## What is being asked:
The required output is a number: how many lines of the data below include the string "setLineDash".

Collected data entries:
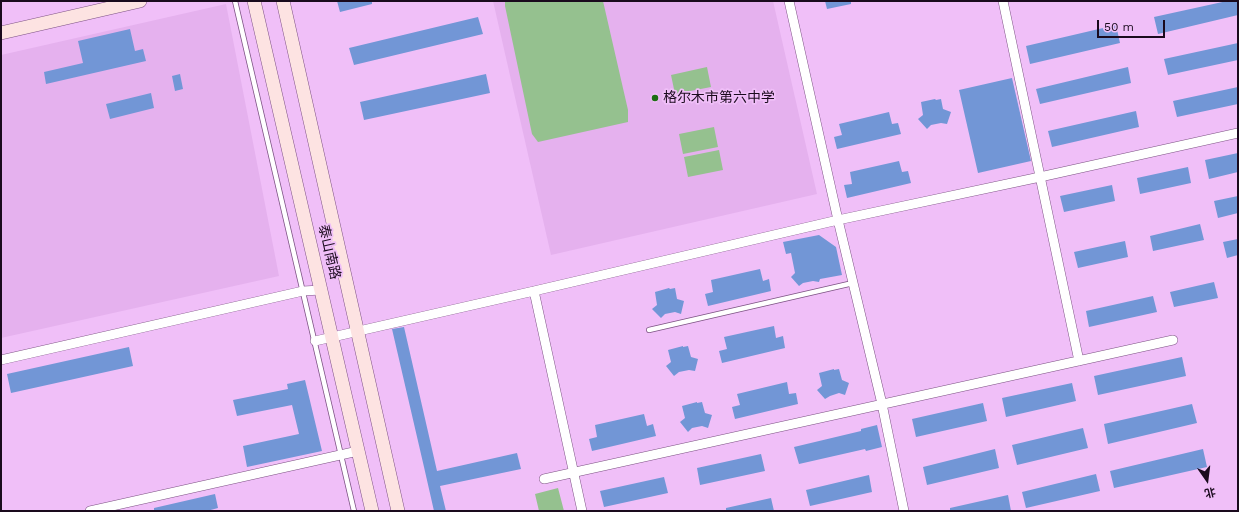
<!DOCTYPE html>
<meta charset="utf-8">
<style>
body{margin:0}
#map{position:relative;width:1239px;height:512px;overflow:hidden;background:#f0bff8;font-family:"Work Sans","Noto Sans SC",sans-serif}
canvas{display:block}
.frame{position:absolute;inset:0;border:2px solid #1a0a1d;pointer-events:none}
.north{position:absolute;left:1187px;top:460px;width:40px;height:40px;-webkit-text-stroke:3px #f0bff8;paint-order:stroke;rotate:166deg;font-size:11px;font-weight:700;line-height:16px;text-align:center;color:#1a0a1d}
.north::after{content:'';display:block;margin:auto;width:14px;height:18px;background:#1a0a1d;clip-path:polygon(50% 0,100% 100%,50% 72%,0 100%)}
.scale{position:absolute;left:1097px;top:20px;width:68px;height:18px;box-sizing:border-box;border:2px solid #1a0a1d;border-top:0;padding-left:5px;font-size:12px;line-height:14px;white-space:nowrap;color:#1a0a1d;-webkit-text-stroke:3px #f0bff8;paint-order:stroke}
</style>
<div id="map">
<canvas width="1239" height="512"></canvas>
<div class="frame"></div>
<div class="north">北</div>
<div class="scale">50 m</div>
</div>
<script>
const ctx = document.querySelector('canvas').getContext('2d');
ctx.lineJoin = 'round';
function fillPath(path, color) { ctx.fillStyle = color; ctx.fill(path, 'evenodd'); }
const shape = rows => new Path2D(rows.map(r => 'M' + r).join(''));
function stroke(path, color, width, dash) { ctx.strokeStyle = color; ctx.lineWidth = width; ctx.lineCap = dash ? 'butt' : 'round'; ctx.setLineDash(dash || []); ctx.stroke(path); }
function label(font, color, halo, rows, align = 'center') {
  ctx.font = font + ' "Work Sans","Noto Sans SC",sans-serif'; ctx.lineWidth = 3.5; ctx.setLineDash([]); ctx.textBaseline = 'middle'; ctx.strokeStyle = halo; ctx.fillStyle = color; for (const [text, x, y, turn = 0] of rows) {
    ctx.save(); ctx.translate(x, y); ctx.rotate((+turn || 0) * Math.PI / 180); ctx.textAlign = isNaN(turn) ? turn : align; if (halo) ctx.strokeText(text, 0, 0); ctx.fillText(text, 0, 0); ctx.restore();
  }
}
const built = shape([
 [493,1,773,1,817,194,551,255],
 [226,4,279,276,1,338,1,55]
]);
const green = shape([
 [505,1,603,1,628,110,628,122,538,142,532,134,505,6],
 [707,67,711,87,675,94,671,75],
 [714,127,718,147,683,154,679,134],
 [719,150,723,170,688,177,684,157],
 [558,488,564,511,539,511,535,494]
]);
const building = shape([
 [337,1,372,1,372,4,340,12],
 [825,1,851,1,851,4,827,9],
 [1227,1,1238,1,1238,15,1158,34,1154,17],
 [478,17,483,34,354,65,349,48],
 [1116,25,1120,43,1030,64,1026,46],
 [130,29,135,51,143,49,146,61,46,84,44,72,83,63,78,41],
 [1238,43,1238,60,1168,75,1164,59],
 [1128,67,1131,83,1040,104,1036,89],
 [180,74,183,89,175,91,172,76],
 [486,74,490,93,364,120,360,102],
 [1012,78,1031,161,978,173,959,90],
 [1238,87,1238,104,1177,117,1173,101],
 [151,93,154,108,110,119,106,104],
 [935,99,936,100,941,99,943,109,951,112,947,124,941,123,931,125,927,129,918,119,923,115,921,102],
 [1136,111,1139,127,1052,147,1048,131],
 [889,112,892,124,898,123,901,134,837,149,834,137,842,135,839,124],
 [1238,153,1238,172,1209,179,1205,160],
 [899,161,902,172,908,171,911,183,847,198,844,185,852,184,850,172],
 [1188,167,1191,183,1140,194,1137,178],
 [1112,185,1115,201,1064,212,1060,196],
 [1238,196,1238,213,1218,218,1214,201],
 [1200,224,1204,240,1153,251,1150,236],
 [819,235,836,247,842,275,820,279,819,282,813,281,803,283,799,286,791,277,795,273,791,253,786,254,783,242],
 [1238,239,1238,255,1227,258,1223,242],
 [1125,241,1128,257,1078,268,1074,252],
 [760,269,763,281,769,279,771,291,708,306,705,294,713,292,711,280],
 [1214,282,1218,298,1174,307,1170,292],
 [669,288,670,289,675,288,677,299,684,301,681,314,675,312,665,314,661,318,652,309,657,305,655,292],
 [1153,296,1157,312,1089,327,1086,311],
 [774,326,776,338,783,336,785,348,722,363,719,351,727,349,724,337],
 [404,327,437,471,517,453,521,469,440,486,446,511,434,511,424,467,392,329],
 [683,346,683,347,688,346,691,357,698,359,695,371,689,370,679,372,674,376,666,366,671,362,668,350],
 [129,347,133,366,11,393,7,374],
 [1182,357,1186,376,1098,395,1094,376],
 [834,369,834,370,839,369,842,380,849,383,845,395,839,393,830,396,825,399,817,390,822,386,819,373],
 [305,380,322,451,247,467,243,446,299,434,292,405,237,416,233,400,288,389,287,384],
 [787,382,789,394,796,393,798,404,735,419,732,407,740,405,737,394],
 [1072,383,1076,401,1006,417,1002,398],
 [697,402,697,403,702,402,705,413,712,415,708,428,702,426,692,428,688,432,680,422,685,418,682,406],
 [983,403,987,421,916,437,912,419],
 [1192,404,1197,423,1108,444,1104,424],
 [644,414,647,426,653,424,656,436,592,451,589,439,597,437,595,425],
 [877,425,882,447,866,451,865,449,799,464,794,447,861,431,861,429],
 [1083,428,1088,448,1017,465,1012,445],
 [995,449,999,468,927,485,923,467],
 [1203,449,1207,467,1114,488,1110,471],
 [761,454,765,471,700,485,697,468],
 [1096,474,1100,491,1026,508,1022,492],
 [869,475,872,492,810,506,806,490],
 [664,477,668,493,604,507,600,491],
 [215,494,218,508,207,511,154,511,154,508],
 [1008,495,1011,511,950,511,950,508],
 [771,498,774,511,726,511,726,508]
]);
const lane = shape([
 [235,1,354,511],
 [649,330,853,283]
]);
const street = shape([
 [789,1,838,220,882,404,904,511],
 [1003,1,1079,361],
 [534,291,582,511],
 [315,341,534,291,838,220,1040,177,1238,133],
 [1,360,303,291,321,290],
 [544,479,1173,340],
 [90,511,358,451]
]);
const secondary = shape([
 [254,1,372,511],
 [283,1,398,511],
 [1,33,140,1]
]);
const markers = [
 [655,98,4,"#1c6d12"]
];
const poiNames = [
 ["格尔木市第六中学",663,98]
];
const streetNames = [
 ["泰山南路",329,252,77]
];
fillPath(built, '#e5b1ee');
fillPath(green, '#95c18f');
fillPath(building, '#7296d6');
stroke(lane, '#7c5283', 6);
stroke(street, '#7c5283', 10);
stroke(secondary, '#7c5283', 14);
stroke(lane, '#fff', 4.5);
stroke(street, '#fff', 9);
stroke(secondary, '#fde3e2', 13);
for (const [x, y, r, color] of markers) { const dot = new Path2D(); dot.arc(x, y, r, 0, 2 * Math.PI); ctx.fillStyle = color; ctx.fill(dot); stroke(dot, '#f0bff8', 1.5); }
label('14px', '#1a0a1d', '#f0bff8', poiNames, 'left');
label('14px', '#1a0a1d', '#f0bff8', streetNames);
</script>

## Reply:
2